Copy out each line featuring the string "this" from the entries beneath.

INPUT RECORDS -
%%

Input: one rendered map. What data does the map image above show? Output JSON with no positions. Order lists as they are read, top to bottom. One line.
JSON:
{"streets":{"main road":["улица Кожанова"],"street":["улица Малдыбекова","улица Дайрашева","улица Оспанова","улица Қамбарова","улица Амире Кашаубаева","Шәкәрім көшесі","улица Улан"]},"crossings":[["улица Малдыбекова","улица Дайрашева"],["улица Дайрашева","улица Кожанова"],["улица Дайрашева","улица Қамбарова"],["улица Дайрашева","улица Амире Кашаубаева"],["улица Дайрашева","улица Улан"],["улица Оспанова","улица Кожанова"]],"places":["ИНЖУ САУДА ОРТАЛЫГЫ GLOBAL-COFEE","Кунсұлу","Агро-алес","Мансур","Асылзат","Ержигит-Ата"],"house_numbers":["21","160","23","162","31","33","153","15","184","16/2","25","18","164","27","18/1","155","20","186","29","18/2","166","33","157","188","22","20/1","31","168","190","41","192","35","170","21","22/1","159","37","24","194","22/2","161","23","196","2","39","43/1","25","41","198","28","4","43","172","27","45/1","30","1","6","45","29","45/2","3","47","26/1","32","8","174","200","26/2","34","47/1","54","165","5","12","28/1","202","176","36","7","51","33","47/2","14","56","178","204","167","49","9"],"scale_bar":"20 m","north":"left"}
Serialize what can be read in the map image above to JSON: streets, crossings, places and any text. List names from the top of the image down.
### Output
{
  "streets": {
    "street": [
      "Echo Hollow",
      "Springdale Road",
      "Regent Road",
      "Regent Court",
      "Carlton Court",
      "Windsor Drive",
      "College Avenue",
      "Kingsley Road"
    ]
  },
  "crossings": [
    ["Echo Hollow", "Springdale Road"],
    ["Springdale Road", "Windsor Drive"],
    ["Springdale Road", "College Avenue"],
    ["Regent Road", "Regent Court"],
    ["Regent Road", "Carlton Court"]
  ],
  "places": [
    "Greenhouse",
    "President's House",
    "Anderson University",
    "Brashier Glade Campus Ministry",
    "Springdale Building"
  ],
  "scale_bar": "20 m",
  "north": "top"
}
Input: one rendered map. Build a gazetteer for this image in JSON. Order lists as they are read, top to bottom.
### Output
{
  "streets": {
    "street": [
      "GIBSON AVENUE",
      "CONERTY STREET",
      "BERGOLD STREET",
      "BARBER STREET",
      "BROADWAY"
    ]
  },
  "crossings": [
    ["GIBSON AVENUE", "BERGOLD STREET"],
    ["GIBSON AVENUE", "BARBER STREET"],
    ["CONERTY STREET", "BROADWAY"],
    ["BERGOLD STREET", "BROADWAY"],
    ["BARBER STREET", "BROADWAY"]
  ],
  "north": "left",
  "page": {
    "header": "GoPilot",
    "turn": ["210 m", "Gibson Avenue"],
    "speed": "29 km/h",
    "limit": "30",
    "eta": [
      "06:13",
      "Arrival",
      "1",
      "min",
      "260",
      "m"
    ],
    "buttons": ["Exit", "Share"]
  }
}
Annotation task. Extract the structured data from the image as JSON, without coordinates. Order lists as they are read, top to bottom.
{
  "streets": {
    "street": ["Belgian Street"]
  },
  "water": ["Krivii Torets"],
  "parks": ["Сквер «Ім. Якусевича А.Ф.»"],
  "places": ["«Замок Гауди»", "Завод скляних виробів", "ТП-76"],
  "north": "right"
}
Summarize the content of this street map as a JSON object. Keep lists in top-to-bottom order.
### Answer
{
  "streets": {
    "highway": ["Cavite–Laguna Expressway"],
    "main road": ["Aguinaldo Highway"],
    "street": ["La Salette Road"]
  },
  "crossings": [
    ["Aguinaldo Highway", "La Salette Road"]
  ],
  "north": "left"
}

%%

RESULT BELOW -
Input: one rendered map. Build a gazetteer for this image in JSON. Order lists as they are read, top to bottom.
Summarize the content of this street map as a JSON object. Keep lists in top-to-bottom order.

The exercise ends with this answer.